I didn’t want to embarrass him and myself so I decided to go home quietly and say nothing to anyone. If there is one thing I hated about myself then, it was my timidity. I couldn’t explain to anyone what always happened to me. Same as the menstruation story.
That spoiled my evening. The things he said to me made me lose my appetite. They came echoing in my head like I was dreaming. I couldn’t sleep that night. I remembered how my heart pounded so fast when he made his advances at me.
…Na, I have been waiting for this time. You have grown so big. I was serious when I said I wanted to marry you. You are very intelligent. Your skin is so smooth. This is exactly the kind of woman I want to marry…”
To make up for his wrongs that evening, he came to our house the next evening and demanded to see me. The normal me will not see him and pretend like I didn’t. Mmayoyo came and told me my husband was looking for me.
‘The old ngah no wise me ya. I will be don hang on top some bag cocoa di do my own stuff‘. I was afraid to see this grand. The sound of his voice outside made me tremble inside the house. The whole scene came back to me like it was about to happen again. I heard him telling Mmayoyo he wanted to see me. I knew that was another hell for me.
How do I tell her I don’t want to see the man I used cherish a lot? When I went outside, he asked me to bring a seat for him and myself. He started apologizing for his actions the previous night. The devil has always been in trouble since all the bad things are attributed to him. But that could not change what was in that little girl’s mind already. I was bent on not going to his house again.
My mom was surprised at my attitude towards him but couldn’t guess what was wrong. If she sent me there, I wouldn’t go. If she brought up any topic about him, I wouldn’t respond or contribute to the discussion. It was that way until I went back to Kumba.
Since that day eh, I look at every man who calls me his wife as a joker. You never know eeehhh, they may be saying so and are serious about it. It didn’t happen to me alone.

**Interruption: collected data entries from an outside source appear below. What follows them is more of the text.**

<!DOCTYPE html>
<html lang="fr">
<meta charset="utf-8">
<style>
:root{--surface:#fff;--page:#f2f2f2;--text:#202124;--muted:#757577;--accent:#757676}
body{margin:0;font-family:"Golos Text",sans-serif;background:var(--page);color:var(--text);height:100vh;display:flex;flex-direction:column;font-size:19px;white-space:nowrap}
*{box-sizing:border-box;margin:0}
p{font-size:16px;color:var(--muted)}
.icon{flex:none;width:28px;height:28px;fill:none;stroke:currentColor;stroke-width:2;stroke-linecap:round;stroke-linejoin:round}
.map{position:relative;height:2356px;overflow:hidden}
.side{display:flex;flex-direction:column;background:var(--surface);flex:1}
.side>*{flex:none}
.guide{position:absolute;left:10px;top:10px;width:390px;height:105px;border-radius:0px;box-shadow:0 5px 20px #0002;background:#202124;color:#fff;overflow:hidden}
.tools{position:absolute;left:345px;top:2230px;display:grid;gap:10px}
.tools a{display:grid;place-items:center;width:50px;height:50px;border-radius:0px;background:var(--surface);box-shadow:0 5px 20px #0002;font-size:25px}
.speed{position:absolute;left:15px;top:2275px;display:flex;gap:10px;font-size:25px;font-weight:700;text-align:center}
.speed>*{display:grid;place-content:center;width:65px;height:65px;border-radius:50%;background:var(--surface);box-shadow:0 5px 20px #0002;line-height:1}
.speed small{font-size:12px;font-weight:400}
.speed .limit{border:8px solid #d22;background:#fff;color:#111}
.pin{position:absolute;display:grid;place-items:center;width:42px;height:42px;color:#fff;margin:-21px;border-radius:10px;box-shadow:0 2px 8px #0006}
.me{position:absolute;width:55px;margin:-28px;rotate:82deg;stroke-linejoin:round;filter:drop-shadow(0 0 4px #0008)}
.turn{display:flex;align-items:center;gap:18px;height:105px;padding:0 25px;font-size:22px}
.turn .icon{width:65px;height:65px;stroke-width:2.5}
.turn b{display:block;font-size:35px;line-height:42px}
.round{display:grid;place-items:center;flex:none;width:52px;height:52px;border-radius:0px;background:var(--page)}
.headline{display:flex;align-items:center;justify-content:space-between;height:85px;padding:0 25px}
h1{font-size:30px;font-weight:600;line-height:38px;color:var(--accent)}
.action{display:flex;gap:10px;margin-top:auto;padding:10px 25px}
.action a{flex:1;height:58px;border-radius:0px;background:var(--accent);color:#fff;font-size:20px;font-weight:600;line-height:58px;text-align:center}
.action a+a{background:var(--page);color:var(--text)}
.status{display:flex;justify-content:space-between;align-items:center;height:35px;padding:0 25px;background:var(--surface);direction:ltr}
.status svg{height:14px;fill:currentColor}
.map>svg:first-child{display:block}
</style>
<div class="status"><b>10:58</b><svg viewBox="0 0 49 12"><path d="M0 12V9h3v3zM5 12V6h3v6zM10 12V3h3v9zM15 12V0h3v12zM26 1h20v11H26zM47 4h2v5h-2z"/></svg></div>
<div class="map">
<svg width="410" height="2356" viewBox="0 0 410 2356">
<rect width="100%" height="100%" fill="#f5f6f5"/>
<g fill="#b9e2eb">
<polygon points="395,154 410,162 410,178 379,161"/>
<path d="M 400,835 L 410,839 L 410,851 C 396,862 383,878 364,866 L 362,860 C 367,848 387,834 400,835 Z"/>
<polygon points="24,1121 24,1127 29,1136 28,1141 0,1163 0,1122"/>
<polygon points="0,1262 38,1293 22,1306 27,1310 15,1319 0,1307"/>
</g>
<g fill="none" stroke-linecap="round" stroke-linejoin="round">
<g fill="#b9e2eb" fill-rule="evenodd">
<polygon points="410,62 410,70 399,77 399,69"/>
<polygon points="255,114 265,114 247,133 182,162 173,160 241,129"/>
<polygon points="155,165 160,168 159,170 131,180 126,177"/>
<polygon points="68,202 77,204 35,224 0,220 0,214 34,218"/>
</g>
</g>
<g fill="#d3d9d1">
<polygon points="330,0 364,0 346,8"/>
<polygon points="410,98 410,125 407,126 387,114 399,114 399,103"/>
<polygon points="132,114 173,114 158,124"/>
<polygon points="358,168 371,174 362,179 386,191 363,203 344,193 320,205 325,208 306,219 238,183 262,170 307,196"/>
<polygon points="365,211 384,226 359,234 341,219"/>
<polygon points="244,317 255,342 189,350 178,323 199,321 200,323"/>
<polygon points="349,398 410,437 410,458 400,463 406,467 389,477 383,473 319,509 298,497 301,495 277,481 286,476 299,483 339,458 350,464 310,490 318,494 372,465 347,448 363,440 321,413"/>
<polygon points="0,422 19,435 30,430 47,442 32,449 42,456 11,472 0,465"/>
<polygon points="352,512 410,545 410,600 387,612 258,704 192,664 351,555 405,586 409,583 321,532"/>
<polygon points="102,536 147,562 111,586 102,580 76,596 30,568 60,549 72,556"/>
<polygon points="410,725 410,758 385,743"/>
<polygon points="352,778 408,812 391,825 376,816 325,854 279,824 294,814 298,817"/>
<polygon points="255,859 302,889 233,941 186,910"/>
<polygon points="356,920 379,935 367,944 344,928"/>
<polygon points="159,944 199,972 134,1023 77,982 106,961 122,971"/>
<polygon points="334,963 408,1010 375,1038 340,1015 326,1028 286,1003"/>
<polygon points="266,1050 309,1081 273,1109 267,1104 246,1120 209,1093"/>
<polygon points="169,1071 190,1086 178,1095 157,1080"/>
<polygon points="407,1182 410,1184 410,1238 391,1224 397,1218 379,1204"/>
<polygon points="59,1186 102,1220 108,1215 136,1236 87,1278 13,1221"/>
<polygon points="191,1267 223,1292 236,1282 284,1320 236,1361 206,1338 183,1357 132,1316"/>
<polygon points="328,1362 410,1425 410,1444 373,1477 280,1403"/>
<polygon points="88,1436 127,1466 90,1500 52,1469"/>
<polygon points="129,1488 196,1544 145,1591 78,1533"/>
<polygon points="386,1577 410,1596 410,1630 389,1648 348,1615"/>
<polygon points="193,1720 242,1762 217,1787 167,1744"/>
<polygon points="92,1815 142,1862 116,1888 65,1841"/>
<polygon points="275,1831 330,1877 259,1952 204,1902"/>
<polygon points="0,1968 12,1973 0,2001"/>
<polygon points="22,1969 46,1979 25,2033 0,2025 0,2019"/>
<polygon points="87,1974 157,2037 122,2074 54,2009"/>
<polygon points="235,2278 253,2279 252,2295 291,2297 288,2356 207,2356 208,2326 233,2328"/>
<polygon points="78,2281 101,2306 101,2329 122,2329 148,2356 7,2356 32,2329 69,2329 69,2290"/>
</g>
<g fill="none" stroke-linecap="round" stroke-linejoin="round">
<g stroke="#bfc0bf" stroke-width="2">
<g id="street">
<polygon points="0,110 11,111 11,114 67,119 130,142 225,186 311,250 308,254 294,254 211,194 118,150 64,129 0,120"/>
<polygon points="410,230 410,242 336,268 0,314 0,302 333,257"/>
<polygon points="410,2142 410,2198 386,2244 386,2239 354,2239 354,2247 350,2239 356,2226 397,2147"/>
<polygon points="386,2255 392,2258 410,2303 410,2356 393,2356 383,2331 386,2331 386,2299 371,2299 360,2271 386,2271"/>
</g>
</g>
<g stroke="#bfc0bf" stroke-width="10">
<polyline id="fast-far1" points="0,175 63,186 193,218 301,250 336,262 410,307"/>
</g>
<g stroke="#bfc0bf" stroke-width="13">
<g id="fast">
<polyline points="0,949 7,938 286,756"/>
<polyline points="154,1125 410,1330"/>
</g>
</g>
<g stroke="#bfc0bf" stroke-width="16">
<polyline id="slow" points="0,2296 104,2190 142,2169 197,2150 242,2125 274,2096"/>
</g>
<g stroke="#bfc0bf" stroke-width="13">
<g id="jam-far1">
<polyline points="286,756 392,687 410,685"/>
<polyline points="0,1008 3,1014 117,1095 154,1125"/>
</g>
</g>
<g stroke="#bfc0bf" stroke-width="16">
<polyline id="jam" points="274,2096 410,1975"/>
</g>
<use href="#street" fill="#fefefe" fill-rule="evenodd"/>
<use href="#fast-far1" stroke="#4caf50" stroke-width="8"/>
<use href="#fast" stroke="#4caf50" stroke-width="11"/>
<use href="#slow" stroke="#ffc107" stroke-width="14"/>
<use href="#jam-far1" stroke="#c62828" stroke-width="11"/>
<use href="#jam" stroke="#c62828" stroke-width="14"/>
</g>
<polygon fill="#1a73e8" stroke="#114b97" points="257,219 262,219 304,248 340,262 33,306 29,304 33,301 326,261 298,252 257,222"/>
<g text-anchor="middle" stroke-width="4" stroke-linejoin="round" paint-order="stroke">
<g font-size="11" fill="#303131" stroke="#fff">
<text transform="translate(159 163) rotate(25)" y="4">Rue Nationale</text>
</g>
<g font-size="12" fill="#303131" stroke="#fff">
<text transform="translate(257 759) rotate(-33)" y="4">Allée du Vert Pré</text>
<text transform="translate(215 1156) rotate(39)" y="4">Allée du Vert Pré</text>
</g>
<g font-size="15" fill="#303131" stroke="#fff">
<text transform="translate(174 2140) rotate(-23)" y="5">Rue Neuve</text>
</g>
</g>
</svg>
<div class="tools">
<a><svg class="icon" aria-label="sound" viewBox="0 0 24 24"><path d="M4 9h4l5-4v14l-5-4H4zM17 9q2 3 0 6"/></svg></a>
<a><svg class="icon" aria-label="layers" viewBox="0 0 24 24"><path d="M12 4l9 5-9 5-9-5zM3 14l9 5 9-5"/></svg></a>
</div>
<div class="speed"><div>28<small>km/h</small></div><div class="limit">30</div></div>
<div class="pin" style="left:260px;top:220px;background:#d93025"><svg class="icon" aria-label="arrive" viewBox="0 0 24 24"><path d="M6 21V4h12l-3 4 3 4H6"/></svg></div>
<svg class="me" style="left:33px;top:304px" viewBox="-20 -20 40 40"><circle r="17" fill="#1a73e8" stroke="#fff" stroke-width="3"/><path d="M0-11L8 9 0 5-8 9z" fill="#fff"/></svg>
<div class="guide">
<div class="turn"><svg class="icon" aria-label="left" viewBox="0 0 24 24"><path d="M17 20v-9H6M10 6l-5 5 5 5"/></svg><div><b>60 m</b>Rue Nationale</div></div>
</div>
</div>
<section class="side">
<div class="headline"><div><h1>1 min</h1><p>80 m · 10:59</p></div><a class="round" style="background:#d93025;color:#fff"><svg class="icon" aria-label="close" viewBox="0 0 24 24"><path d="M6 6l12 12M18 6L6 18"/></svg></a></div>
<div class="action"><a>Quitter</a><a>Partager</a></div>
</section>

Papa P had problems with other people because he didn’t allow my elder sister to marry those who used to call her their wife.
- Dear parent/ guardian, please do not allow any uncle to call us his wife when we are still young. We give them so much trust which can be broken without even you knowing. That name “My Wife” exposes us to many dangers you and I know.
- Even if you are to allow him to call us that, watch the relationship closely. There are times we may change towards them especially if they try to do something bizarre.
- Dear men, trust is broken just once. Please use it wisely. If your third leg is causing you harm, please marry and don’t look towards our direction when it wakes up.
- My ladies, please do not trust a man that easily. Let’s curb the excess trust our younger sisters and children have in that uncle who may one day be tempted by the devil to do something stupid. #SexualHarassment is real.